Your assignment:
Each line from the start of the listing below through the line containing "Convert the picture to" should be reproduced exactly, with no others.

Data shown:

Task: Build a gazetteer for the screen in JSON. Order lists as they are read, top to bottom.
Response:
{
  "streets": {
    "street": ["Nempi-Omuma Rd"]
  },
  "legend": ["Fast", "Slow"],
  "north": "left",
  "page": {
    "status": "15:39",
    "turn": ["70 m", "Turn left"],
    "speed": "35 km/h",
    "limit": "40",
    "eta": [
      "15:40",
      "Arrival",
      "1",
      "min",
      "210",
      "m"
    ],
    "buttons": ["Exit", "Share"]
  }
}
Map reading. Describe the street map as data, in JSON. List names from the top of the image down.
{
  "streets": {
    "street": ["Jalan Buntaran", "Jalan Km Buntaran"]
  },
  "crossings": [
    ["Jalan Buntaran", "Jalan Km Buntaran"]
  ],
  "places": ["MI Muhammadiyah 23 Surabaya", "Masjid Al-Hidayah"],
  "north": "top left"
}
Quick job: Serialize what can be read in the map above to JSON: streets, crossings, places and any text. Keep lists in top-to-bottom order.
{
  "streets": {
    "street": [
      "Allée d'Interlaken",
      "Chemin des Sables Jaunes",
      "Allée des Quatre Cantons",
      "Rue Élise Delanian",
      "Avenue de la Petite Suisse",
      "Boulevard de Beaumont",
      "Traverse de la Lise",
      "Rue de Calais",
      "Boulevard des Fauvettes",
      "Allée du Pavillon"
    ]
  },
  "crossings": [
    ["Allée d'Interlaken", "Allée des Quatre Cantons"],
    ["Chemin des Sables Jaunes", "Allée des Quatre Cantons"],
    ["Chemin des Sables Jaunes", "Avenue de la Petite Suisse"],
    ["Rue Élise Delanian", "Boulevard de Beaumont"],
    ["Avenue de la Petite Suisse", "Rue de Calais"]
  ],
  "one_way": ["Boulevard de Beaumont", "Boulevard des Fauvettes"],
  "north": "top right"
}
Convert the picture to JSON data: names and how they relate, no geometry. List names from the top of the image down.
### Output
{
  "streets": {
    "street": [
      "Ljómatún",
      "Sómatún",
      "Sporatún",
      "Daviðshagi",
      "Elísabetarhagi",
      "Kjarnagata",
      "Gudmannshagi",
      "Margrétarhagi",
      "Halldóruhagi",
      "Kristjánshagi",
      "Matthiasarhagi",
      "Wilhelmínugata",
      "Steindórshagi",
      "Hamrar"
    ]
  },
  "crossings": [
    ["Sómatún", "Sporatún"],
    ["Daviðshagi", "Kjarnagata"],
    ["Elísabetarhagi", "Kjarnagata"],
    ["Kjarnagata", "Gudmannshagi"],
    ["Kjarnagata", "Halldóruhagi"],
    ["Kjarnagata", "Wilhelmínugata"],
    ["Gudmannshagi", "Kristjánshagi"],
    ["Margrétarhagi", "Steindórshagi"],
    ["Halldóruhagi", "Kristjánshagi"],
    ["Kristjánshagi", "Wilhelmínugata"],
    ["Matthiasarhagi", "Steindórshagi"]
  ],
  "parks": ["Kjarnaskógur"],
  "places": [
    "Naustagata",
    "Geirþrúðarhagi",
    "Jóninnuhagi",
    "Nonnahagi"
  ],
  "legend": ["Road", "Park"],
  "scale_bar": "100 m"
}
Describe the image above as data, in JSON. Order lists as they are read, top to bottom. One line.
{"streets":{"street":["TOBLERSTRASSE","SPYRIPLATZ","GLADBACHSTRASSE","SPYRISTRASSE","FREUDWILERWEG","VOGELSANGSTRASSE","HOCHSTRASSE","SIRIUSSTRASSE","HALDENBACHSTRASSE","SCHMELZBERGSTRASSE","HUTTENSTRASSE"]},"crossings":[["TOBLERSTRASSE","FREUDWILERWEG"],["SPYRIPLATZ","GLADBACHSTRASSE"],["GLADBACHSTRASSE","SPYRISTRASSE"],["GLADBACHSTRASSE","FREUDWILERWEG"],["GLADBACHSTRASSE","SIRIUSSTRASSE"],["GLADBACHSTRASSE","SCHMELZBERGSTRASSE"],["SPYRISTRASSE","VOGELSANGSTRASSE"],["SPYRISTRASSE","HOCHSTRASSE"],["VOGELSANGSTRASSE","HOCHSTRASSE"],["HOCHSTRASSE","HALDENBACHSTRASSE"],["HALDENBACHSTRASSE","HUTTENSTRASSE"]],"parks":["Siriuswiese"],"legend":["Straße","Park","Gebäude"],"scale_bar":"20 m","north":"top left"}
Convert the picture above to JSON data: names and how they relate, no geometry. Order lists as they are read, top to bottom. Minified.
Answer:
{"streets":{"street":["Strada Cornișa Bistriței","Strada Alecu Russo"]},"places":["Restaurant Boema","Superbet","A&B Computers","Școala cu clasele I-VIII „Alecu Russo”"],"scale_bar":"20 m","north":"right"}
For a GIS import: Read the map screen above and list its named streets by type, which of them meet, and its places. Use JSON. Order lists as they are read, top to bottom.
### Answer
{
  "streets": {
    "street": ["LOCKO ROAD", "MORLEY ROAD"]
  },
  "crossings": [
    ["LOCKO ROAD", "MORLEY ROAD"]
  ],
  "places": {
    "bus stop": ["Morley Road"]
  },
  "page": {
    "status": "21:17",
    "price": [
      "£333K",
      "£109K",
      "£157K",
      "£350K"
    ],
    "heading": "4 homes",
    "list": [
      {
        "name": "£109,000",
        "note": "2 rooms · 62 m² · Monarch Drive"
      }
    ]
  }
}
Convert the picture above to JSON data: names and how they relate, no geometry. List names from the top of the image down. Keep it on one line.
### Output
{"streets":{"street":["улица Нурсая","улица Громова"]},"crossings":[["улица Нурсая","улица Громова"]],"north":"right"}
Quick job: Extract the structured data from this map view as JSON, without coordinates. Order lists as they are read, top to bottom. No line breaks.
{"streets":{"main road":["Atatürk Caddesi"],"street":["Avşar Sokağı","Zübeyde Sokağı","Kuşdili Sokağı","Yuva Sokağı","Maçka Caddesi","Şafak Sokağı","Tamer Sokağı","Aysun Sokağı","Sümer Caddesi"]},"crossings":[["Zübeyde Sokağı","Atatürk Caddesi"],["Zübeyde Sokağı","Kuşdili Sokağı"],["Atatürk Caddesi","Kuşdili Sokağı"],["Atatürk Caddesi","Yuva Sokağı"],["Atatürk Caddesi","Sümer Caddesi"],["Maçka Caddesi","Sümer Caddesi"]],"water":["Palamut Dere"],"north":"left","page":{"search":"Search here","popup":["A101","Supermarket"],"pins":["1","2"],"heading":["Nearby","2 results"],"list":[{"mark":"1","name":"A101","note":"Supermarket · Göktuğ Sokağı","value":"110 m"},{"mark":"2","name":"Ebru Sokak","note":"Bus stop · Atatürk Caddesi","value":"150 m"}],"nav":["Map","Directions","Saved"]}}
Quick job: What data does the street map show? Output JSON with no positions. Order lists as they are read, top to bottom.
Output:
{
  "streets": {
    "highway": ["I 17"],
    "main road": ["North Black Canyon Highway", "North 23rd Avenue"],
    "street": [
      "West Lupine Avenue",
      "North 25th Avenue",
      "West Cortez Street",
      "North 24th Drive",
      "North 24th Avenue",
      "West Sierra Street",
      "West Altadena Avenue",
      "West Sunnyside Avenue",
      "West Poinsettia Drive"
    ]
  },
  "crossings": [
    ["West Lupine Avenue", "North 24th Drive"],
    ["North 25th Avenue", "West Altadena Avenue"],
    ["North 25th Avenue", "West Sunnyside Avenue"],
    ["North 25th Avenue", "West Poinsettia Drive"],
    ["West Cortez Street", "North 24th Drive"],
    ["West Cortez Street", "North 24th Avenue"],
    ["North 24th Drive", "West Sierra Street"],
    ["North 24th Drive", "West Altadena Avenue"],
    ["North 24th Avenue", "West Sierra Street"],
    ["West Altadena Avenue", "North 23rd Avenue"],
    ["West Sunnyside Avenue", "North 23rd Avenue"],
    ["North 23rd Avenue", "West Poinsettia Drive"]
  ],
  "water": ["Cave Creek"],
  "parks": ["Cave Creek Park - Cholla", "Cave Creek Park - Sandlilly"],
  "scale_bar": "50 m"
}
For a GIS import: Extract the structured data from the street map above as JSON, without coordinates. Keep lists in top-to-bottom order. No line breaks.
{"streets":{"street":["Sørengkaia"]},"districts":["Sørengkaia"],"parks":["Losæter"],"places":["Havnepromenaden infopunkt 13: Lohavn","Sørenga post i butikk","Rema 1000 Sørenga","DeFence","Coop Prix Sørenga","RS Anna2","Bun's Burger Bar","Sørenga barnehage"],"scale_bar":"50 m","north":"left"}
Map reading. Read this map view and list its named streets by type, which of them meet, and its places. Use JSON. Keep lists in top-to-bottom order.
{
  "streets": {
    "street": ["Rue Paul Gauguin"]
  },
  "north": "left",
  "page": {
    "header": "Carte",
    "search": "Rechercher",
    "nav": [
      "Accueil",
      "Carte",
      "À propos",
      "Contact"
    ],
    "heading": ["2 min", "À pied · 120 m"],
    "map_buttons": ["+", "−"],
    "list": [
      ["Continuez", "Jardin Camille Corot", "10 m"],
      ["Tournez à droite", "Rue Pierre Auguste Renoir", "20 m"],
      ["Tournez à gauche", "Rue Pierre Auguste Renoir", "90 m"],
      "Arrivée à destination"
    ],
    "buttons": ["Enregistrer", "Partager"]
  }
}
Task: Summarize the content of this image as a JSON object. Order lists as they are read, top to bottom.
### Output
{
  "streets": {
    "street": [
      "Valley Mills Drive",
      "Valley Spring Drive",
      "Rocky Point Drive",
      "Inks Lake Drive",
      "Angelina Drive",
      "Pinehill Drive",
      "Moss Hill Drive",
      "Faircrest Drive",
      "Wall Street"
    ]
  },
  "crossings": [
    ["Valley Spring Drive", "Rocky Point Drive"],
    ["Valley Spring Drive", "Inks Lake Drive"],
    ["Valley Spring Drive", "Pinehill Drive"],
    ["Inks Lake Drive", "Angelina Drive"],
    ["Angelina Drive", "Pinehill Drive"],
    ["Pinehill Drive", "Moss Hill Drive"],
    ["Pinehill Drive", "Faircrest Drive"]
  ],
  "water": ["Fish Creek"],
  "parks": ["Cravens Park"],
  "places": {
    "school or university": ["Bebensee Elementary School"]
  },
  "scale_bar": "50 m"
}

Exercise response:
Task: Build a gazetteer for the screen in JSON. Order lists as they are read, top to bottom.
Response:
{
  "streets": {
    "street": ["Nempi-Omuma Rd"]
  },
  "legend": ["Fast", "Slow"],
  "north": "left",
  "page": {
    "status": "15:39",
    "turn": ["70 m", "Turn left"],
    "speed": "35 km/h",
    "limit": "40",
    "eta": [
      "15:40",
      "Arrival",
      "1",
      "min",
      "210",
      "m"
    ],
    "buttons": ["Exit", "Share"]
  }
}
Map reading. Describe the street map as data, in JSON. List names from the top of the image down.
{
  "streets": {
    "street": ["Jalan Buntaran", "Jalan Km Buntaran"]
  },
  "crossings": [
    ["Jalan Buntaran", "Jalan Km Buntaran"]
  ],
  "places": ["MI Muhammadiyah 23 Surabaya", "Masjid Al-Hidayah"],
  "north": "top left"
}
Quick job: Serialize what can be read in the map above to JSON: streets, crossings, places and any text. Keep lists in top-to-bottom order.
{
  "streets": {
    "street": [
      "Allée d'Interlaken",
      "Chemin des Sables Jaunes",
      "Allée des Quatre Cantons",
      "Rue Élise Delanian",
      "Avenue de la Petite Suisse",
      "Boulevard de Beaumont",
      "Traverse de la Lise",
      "Rue de Calais",
      "Boulevard des Fauvettes",
      "Allée du Pavillon"
    ]
  },
  "crossings": [
    ["Allée d'Interlaken", "Allée des Quatre Cantons"],
    ["Chemin des Sables Jaunes", "Allée des Quatre Cantons"],
    ["Chemin des Sables Jaunes", "Avenue de la Petite Suisse"],
    ["Rue Élise Delanian", "Boulevard de Beaumont"],
    ["Avenue de la Petite Suisse", "Rue de Calais"]
  ],
  "one_way": ["Boulevard de Beaumont", "Boulevard des Fauvettes"],
  "north": "top right"
}
Convert the picture to JSON data: names and how they relate, no geometry. List names from the top of the image down.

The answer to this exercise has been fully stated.